What Some Women Tops and Bottoms Have in Common

October 14, 2013

National Leather Association–International
Cynthia Slater Non-fiction Article Award

This post originally appeared October 12, 2013 on BDSM Book Reviews.

Included in Chapter Four of Connecting to Kink

Power dynamics have interesting implications. What some Doms do to control; others require their submissive to perform as a service.

When I had a convertible, I always drove my own car. I enjoyed the turbo charged engine and its ability to take curves at high speeds. I never let anyone else behind the wheel of that car, and my submissive rode with me as a passenger. But, when I traded my sports car in on a sedate sedan, the dynamic changed. Driving became boring, so now my submissive chauffeurs me. It’s another way he serves me.

This implication can often be seen in D/s sexual interactions. When it comes to sex, women tops and bottoms often have something in common, besides the obvious. Although the context differs depending on their position in the D/s dynamic, many women abdicate the responsibility for their pleasure to their partners.

In some M/f relationships I’ve observed, the male puts a fair amount of effort into his submissive’s orgasms, whether it’s devising diabolical rape scenes or training her to come on voice command.

At the other end of the dynamic, some FemDoms expect their submissives to serve them by providing them with sexual pleasure — whether it’s fetish-related such as foot worship or actual intercourse, often of the oral variety.

In either dynamic, the genitalia of the submissive may be considered owned by the Dominant. But, attitudes toward their possessions differ greatly.

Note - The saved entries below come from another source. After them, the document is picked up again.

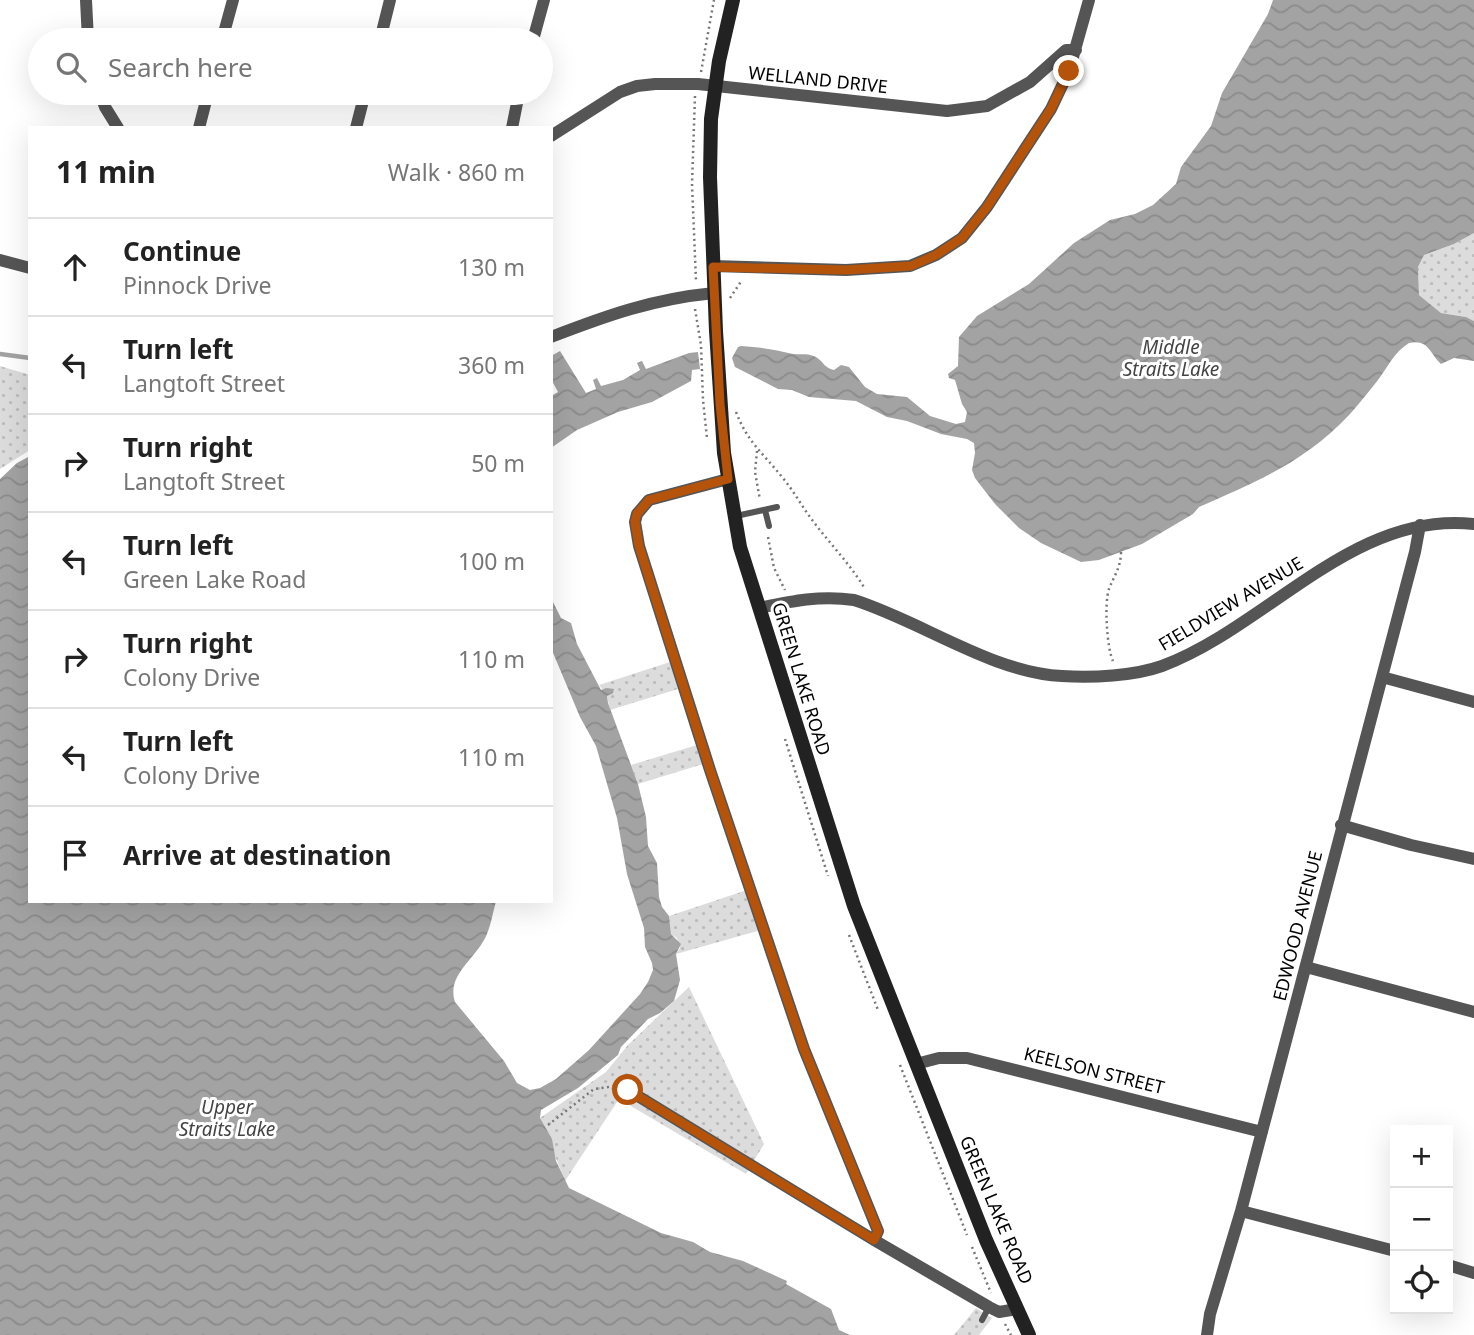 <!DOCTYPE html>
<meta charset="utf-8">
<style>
:root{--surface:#fff;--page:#f6f6f6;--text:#222;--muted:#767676;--line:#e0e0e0}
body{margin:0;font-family:"Noto Sans",sans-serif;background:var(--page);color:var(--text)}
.controls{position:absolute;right:21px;bottom:21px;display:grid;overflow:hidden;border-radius:0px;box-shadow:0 7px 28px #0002}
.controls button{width:63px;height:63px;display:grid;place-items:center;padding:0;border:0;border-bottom:2px solid var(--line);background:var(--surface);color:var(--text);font:35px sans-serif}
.stop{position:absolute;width:21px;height:21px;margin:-16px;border:5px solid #b45309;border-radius:50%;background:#fff}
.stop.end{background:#b45309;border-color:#fff;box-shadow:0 2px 7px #0008}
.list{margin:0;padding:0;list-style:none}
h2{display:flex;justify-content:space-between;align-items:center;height:91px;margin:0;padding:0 28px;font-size:30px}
h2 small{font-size:23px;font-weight:400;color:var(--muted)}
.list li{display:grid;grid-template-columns:46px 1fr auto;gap:21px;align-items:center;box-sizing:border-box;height:98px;padding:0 28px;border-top:2px solid var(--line)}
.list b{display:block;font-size:26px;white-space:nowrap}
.list p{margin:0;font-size:23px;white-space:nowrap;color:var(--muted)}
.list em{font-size:23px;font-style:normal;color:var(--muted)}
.icon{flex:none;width:38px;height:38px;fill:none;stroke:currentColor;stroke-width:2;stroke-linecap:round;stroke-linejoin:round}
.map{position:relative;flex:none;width:1474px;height:1335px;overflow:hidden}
.search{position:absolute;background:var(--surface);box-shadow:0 7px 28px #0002;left:28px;top:28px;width:525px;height:77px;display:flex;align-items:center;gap:18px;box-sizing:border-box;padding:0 24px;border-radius:38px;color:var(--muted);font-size:26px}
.panel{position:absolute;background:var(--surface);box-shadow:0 7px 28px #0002;left:28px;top:126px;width:525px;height:777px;border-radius:0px}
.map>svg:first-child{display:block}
.grass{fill:url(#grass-dots)}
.water{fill:url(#water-waves)}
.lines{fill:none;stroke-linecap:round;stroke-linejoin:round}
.stream{stroke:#a3a3a3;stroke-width:4.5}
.path{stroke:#777;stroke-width:2.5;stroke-dasharray:2 3.5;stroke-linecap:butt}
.lane{stroke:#555;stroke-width:6}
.street{stroke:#555;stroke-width:12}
.secondary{stroke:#222;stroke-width:14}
.route{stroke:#b45309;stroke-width:9}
.labels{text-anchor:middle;stroke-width:6;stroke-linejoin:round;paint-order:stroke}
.street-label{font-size:18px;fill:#000;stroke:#fff}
.water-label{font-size:19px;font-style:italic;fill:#444;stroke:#fff}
</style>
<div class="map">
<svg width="1474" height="1335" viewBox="0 0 1474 1335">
<defs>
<pattern id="grass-dots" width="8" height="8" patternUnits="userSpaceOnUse" patternTransform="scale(1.75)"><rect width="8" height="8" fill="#dcdcdc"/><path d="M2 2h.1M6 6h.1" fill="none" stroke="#bbb" stroke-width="1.8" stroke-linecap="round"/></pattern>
<pattern id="water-waves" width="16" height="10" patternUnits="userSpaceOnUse" patternTransform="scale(1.75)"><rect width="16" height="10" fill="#a3a3a3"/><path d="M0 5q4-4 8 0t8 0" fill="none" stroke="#8b8b8b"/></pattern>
</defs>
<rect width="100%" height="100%" fill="#fff"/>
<path class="grass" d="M1474,233V321L1466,317L1441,313L1419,295L1418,267L1424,255L1454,244Z
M0,366L30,375V450L0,469Z
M670,662L678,689L610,710L607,696L599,685Z
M697,745L703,764L638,784L631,765Z
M747,890L761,930L676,954L680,948L677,938L671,934L669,916Z
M689,987L764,1144L746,1174L619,1099L565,1181L540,1118L606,1072L628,1045Z
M976,1308L992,1318L979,1335H954Z"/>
<path class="water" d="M1273,0H1474V233L1454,244L1424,255L1418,267L1419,295L1441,313L1466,317L1474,321V361L1454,358L1441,364C1429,353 1429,339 1409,343C1394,352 1388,367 1378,380C1369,391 1360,403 1350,414C1305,462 1258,481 1199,507L1193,514L1142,544L1099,560L1081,562L1041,543L1019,528L995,504L975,478L972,470L975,453L974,443L967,439L941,434L907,421L887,417L856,401L809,397L792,390L778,389L735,367L732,358L738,347L741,346C760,347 775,350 793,354C801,355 808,353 816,357C824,362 824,368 834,370L841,365L849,367L865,387L877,394L907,397L930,416L956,424L965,422L967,412L962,404L955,380L949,378L948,374L958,366L959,337L977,316L1029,284L1074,243L1110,220L1135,214L1153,205L1176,184L1181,167L1211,126L1222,93L1268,14Z
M560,351L586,393L596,389L593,380L597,378L601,386L623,380L640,370L637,363L642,361L646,369L689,353L698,352L700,369L692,370L691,381L652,402L618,412L577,430L551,448V396L558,392L551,379V356Z
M30,456V901H496C493,912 491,924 487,934C476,960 446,974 455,1002L504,1061L517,1083L530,1090L540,1088L556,1079L589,1050L640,994L648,982L653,970L652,963L645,947L644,928L627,874L617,818L596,746L580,717L551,648V598L561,618L571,623L577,644L601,690L607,688L614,689L613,693L607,696L608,703L638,784L646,817L648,846L657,863L659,897L662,907L669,916L671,934L681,944L676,954L680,980L674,1001L660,1013L648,1019L621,1047L618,1055L578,1088L541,1110L540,1118L552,1139L556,1161L569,1188L661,1233L693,1242L710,1252L743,1261L787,1281L786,1284L831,1309L839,1330L850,1335H0V479L17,463Z"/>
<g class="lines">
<path class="stream" d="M0,354L30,358"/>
<path class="path" d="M701,72L714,0
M695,96L692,184L696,281
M730,298L742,280
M695,309L701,345L703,400L707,438
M736,412C748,443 763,453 782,477C794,491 802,507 813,521C830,544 851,565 865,589
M757,451L755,472L760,500
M768,537L774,568L785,590
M1113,661C1107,649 1104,603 1109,589C1114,576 1121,567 1121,552
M785,739L828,876
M849,935L878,1010
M900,1065L967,1235
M548,1125L594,1089L615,1086
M972,1247L991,1293
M1005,1324L1011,1335"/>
<path class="lane" d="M765,510L769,526
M736,516L777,507
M982,1320L989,1307"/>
<path class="street" d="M86,0L88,40
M222,40L233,0
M380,40L390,0
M533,40L544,0
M100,93L105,107L118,128
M199,128L208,93
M356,128L365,93
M512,128L519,93
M551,136L620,92L637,86L655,84H698L947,111L987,106L1030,82L1066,50H1076
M0,260L30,268
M713,266L846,270L910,266L936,255L962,238L987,207L1051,109L1069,71L1089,0
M551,337C608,315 653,299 714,293
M728,479L649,500L637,514L635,522L639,546L710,770L804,1049L878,1231L874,1240
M759,608C792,601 821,595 854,600C921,621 993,673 1062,676C1092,678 1134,676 1162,666C1267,627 1354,510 1474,524
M1382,677L1474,702
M1341,825L1411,845L1474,859
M1306,967L1474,1012
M916,1064L939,1058H967L1262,1132
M628,1090L874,1240L989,1307L999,1312L1017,1309
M1241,1211L1395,1251
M1448,1265L1474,1273
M1207,1335L1210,1314L1241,1211L1415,552L1420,525"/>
<path class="secondary" d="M733,0L719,61L711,119L710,177L716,331L724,453L740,547L854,906L986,1240L1029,1335"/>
</g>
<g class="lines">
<path class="route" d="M628,1090L874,1240L878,1231L804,1049L710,770L639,546L635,522L637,514L649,500L728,479L720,404L713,267L846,270L911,266L936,255L962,238L987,207L1051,109L1069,71"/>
</g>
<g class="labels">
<g class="street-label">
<text transform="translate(818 80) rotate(6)" y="6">WELLAND DRIVE</text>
<text transform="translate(1231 604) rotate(-31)" y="6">FIELDVIEW AVENUE</text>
<text transform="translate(801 679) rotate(73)" y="6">GREEN LAKE ROAD</text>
<text transform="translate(1298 926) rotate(-76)" y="6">EDWOOD AVENUE</text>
<text transform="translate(1094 1071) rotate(14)" y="6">KEELSON STREET</text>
<text transform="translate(996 1210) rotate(67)" y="6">GREEN LAKE ROAD</text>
</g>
<g class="water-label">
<text x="1171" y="354">Middle<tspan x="1171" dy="22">Straits Lake</tspan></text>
<text x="227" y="1114">Upper<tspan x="227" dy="22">Straits Lake</tspan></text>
</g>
</g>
</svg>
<div class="controls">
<button>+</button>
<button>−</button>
<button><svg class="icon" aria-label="locate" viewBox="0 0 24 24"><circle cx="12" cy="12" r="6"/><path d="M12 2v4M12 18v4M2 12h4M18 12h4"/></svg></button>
</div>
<div class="stop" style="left:628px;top:1090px"></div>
<div class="stop end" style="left:1069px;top:71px"></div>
<div class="search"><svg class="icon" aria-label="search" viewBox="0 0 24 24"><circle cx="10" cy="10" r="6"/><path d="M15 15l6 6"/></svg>Search here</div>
<section class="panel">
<h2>11 min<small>Walk · 860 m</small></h2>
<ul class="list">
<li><svg class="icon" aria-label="ahead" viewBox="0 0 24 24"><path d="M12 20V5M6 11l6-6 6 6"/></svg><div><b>Continue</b><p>Pinnock Drive</p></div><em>130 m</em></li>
<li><svg class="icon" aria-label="left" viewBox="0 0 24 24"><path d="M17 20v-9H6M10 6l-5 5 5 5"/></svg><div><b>Turn left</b><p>Langtoft Street</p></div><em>360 m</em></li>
<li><svg class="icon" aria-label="right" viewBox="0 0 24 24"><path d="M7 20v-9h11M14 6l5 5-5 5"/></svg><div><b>Turn right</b><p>Langtoft Street</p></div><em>50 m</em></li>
<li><svg class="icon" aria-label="left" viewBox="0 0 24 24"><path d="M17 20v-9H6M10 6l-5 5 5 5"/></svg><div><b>Turn left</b><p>Green Lake Road</p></div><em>100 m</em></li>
<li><svg class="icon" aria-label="right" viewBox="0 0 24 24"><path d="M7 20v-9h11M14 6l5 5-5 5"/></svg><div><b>Turn right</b><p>Colony Drive</p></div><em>110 m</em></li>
<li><svg class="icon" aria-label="left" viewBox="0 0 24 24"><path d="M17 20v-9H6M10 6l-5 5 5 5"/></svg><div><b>Turn left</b><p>Colony Drive</p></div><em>110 m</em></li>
<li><svg class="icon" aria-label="arrive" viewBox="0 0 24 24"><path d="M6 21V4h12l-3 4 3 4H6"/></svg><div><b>Arrive at destination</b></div></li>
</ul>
</section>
</div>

In both cases, Dominants might enjoy tormenting their toys’ sexual equipment. But, the male Dom may take pleasure in forcing his girl to come over and over again until she can’t breathe while the FemDom asserts control by prohibiting her boy from having an orgasm.

This dichotomy is especially observable in chastity devices. The male apparatus prevents him from having an erection and therefore, in most cases, an orgasm. The female restraint only obstructs penetration.

Now both top and bottom females may be very explicit about what they want, what arouses them, and what they find distasteful. And, of course the turn ons and offs are likely to be diametric opposites. But, even if they’re very explicit about their likes and dislikes, many women prefer giving their partner control over whether or not, and how often, they come.

Personally, I can’t comprehend why any woman would surrender her sexual pleasure to another, even if it’s someone who works hard to satisfy her. I wonder if women do so because society considers female sexuality subservient to male’s. Or are women hesitant to take control of their sexual pleasure because society dictates negative connotations for women who enjoy sex?

Who takes responsibility for female orgasms in your relationship and how does that impact your D/s dynamic?